Cosine similarity drops from 0.98994949 to 0.94947403.

Now you see, we can extend the above logic to take into account other thousand climbs and user ratings. The math will, of course, get complicated as the size of the matrix increases. Take a deep breath as if you’re 1 meter above the last bolt! We are going to use Surprise, a Python machine learning library, to help us build our recommendation engine.

Cosine similarity is just one of many ways to find similar items. Surprise recommendation library supports:

Cosine similarity

Pearson’s correlation coefficients

Mean Square Difference

Part II - Building Recommendation Engine

1. Load the data file

This step is a repeat of previous section for continuity.

import pandas as pd, numpy as np 
df = pd.read_csv("./openbeta-ratings-nevada.zip", compression="zip") df.sample(5)

Output:

2. Create a prediction model

In this example, we use K-Nearest Neighbors algorithm to build our prediction model. Essentially, the code does cosine similarity calculation like what we’ve just done previously, but it’s working hard on the dataset and also ranking climbs by similarity scores.

from surprise import Dataset 
from surprise import Reader 
from surprise import accuracy 
from surprise import KNNBasic 
from surprise.model_selection import train_test_split 
from surprise.model_selection import KFold 

reader = Reader(rating_scale=(0, 4)) 

data = Dataset.load_from_df(df[['users', 'route_id', 'ratings']], reader) 

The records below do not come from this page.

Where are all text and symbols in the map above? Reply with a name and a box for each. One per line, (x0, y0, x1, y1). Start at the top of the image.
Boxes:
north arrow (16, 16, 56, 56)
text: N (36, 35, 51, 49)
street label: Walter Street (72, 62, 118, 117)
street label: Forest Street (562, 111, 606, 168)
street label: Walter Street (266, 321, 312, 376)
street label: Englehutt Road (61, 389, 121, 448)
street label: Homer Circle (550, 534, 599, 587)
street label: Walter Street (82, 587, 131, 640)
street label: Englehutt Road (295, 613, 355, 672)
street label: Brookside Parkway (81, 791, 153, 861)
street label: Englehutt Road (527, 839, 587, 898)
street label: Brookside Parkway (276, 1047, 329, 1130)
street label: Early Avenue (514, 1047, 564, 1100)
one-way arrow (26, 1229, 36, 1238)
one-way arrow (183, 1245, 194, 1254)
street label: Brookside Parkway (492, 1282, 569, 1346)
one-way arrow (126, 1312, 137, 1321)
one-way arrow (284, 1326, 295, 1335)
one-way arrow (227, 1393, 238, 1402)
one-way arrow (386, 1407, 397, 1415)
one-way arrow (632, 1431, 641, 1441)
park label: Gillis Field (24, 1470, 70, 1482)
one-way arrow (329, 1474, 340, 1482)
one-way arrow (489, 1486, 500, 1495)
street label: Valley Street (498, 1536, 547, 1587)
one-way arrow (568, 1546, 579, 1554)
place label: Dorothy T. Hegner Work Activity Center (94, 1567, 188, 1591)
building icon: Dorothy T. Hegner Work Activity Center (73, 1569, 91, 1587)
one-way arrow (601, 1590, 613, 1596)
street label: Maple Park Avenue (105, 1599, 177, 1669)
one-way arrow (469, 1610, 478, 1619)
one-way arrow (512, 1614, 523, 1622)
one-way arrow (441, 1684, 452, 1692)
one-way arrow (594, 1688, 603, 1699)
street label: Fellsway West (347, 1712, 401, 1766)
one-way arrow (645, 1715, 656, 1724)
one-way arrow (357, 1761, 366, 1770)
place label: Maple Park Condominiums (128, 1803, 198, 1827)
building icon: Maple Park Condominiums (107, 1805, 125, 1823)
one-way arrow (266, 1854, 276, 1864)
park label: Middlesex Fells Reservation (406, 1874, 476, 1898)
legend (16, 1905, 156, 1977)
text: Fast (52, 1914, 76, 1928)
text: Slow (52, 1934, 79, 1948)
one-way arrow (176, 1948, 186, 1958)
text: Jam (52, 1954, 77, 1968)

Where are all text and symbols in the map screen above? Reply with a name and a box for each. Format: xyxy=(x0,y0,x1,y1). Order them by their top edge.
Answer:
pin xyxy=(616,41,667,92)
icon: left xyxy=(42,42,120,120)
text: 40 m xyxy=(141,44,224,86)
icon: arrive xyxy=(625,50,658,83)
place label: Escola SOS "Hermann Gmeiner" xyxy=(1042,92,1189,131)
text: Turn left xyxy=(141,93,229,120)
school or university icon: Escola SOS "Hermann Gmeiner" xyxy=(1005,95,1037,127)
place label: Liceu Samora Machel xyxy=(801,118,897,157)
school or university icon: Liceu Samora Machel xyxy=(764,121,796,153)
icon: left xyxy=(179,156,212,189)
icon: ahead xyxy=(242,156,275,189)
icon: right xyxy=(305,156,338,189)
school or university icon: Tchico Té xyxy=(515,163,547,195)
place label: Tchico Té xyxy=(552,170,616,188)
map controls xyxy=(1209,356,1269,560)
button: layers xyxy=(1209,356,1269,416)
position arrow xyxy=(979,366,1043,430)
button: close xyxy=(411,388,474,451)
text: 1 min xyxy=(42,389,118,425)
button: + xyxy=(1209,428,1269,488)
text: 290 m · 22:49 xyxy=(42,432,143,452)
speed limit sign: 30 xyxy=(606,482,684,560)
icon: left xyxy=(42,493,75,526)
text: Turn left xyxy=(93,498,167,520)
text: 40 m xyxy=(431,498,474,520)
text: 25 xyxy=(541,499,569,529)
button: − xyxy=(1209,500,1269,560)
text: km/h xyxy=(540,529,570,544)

sim_options = {'name': 'cosine', 'user_based': True, 'min_support': 4} 

algo = KNNBasic(sim_options=sim_options) 
kf = KFold(n_splits=5) 

for trainset, testset in kf.split(data): 
   # train and test algorithm 
   algo.fit(trainset) 
   predictions = algo.test(testset) 

   # compute and print Root Mean Squared Error
   accuracy.rmse(predictions, verbose=True)

Output:

Computing the cosine similarity matrix... 
Done computing similarity matrix. RMSE: 0.7172 
Computing the cosine similarity matrix... 
Done computing similarity matrix. RMSE: 0.7057 
...

Understanding Train Set and Test Set
You may be wondering about RMSE values (root-mean-square-errors) and why there is a For loop and the need to split the dataset into train set and test set?

Consider our previous rating example. In a perfect world, the recommendation engine can predict with high accuracy if Tamara gives another route a high rating, you will also like that route.

In order to measure prediction accuracy, the algorithm splits the dataset into multiple smaller sets in which it “pretends” it doesn’t know some of ratings climbers have given, and compare actual ratings vs predicted values. RSME is the measure of the deviation.

Train set: a subset of the dataset used to calculate similarity and perform prediction or “train” the prediction model.
Test set: a subset of the dataset where you apply the prediction model from the train set and test prediction accuracy.

Examples:
Test set 1 — Compare 3 (actual) with predicted value.

Test set 2 — Compare 4 (actual) with predicted value.

3. Make Recommendations

It’s time to answer the great question, climbers who liked Epinephrine also liked …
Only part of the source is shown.